04 de novembro de 1998: Os eleitores aprovam esmagadoramente nove iniciativas pró-maconha medicinal e de reforma geral das políticas de drogas em sete estados.
03 de novembro de 1999: A Criminal Justice Policy Foundation (CJPF, na sigla em inglês) co-patrocina uma entrevista coletiva e publica uma carta ao general Barry McCaffrey, secretário antidroga dos EUA, de lideranças estadunidenses e latino-americanas distintas que repudiam a exportação da fracassada “guerra contra as drogas” dos EUA para a América Latina.
03 de novembro de 2001: A DEA invade o Los Angeles Cannabis Resource Center, uma instalação de distribuição de maconha medicinal, e prende seu presidente, Scott Imler. Funcionários municipais condenam o reide em uma entrevista coletiva assistida por mais de 100 integrantes do centro.
31 de outubro de 2002: O Washington Post publica uma matéria sobre uma rara entrevista com Benjamín Arellano Félix, o homem acusado de administrar o cartel do narcotráfico mais impiedoso do México, a partir da prisão federal de segurança máxima de La Palma em Almoloya de Juárez no México.
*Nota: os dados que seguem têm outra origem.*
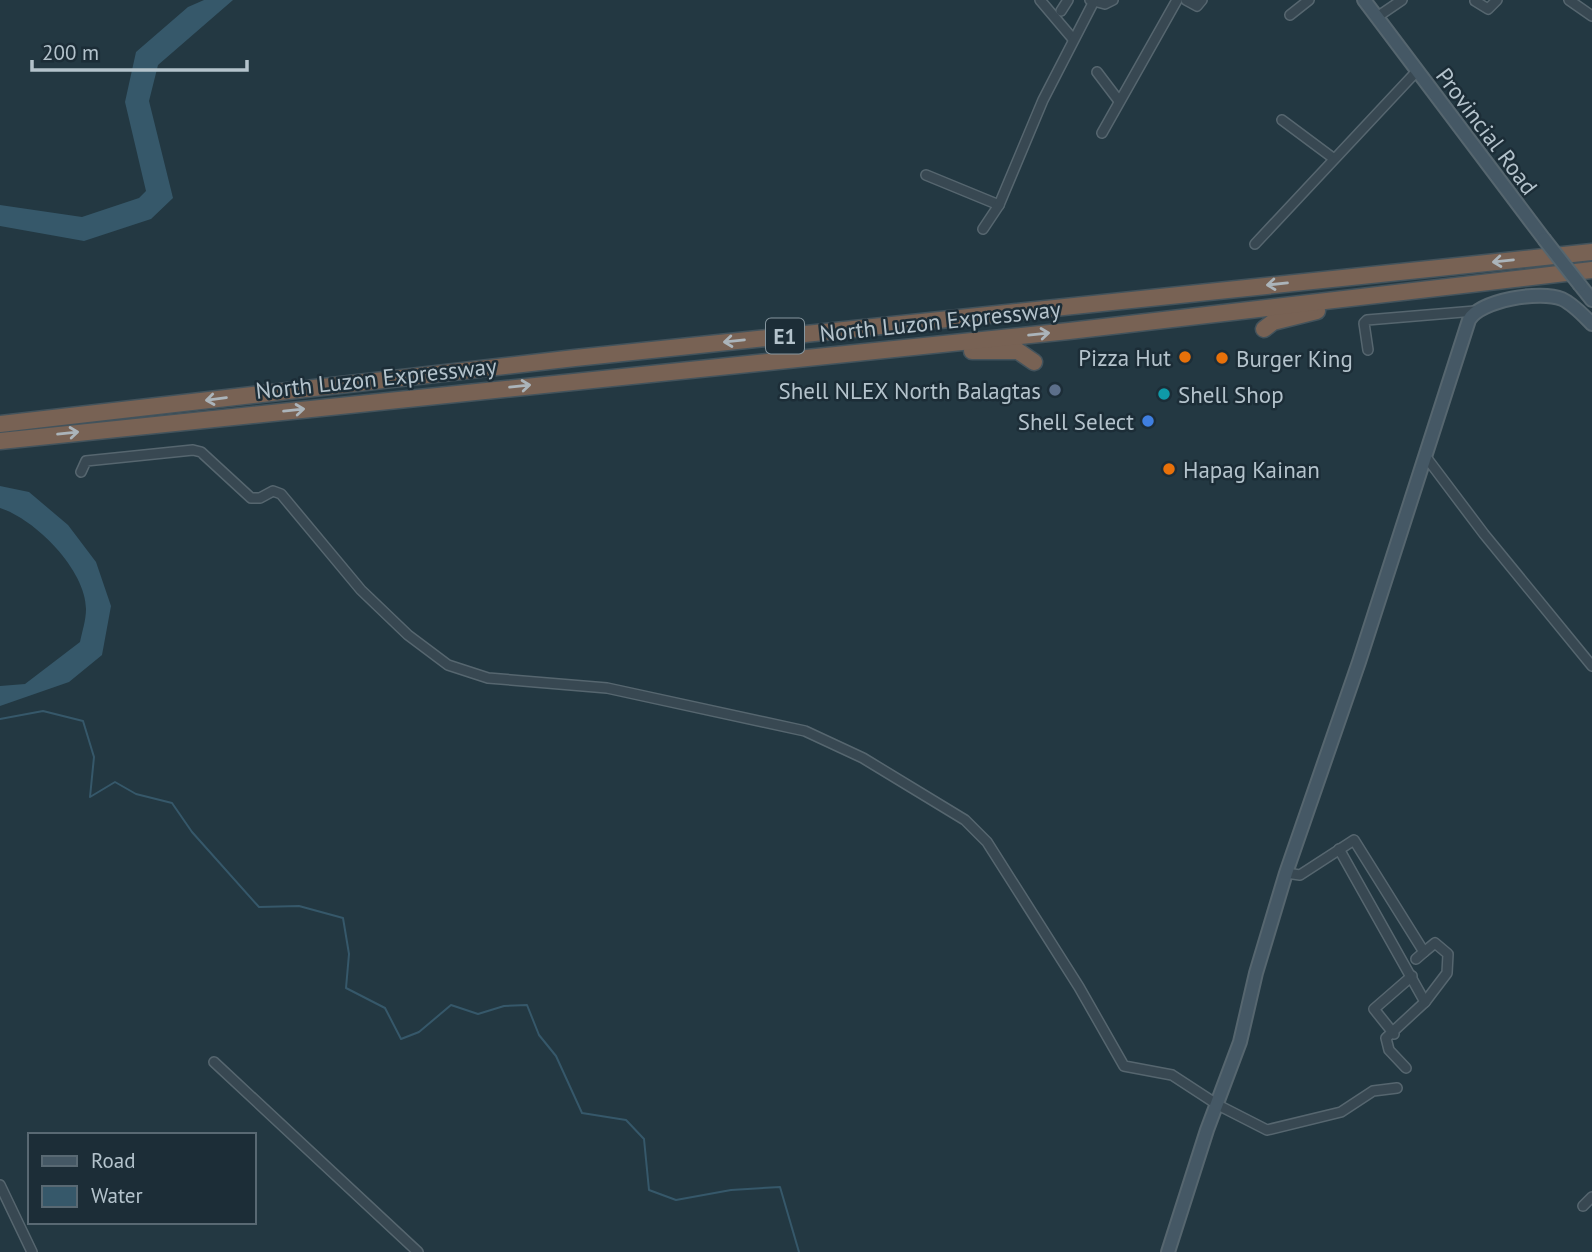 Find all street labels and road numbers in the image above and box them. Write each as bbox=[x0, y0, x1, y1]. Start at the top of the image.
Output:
street label: Provincial Road bbox=[1430, 62, 1544, 200]
street label: North Luzon Expressway bbox=[818, 294, 1062, 348]
road number: E1 bbox=[766, 318, 804, 354]
street label: North Luzon Expressway bbox=[254, 351, 498, 405]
Arellano disse que os Estados Unidos já perderam sua guerra contra as drogas e que os cartéis violentos do tráfico vão prosperar contanto que os estadunidenses continuem comprando maconha, cocaína e heroína.
1º de novembro de 2002: Todo procurador nos Estados Unidos recebe uma carta do Gabinete de Política Nacional de Fiscalização das Drogas (ONDCP, na sigla em inglês) dos EUA e da Associação Nacional de Promotores de Distrito (NDAA, na sigla em inglês) que os insta a transformar o acionamento dos delitos por cânabis em uma alta prioridade e combater os esforços para relaxar a legislação antidroga.
05 de novembro de 2002: A Reuters informa que pesquisadores dizem que o álcool e a violência apresentam um risco imediato à saúde maior do que as drogas para os adultos jovens que gostam de freqüentar danceterias. Os pesquisadores dizem que drogas como o êxtase, a anfetamina, a cocaína e a heroína são um problema grave nos clubes, mas que as agressões estimuladas pelo álcool são o principal motivo por que os freqüentadores de danceterias buscam tratamento hospitalar.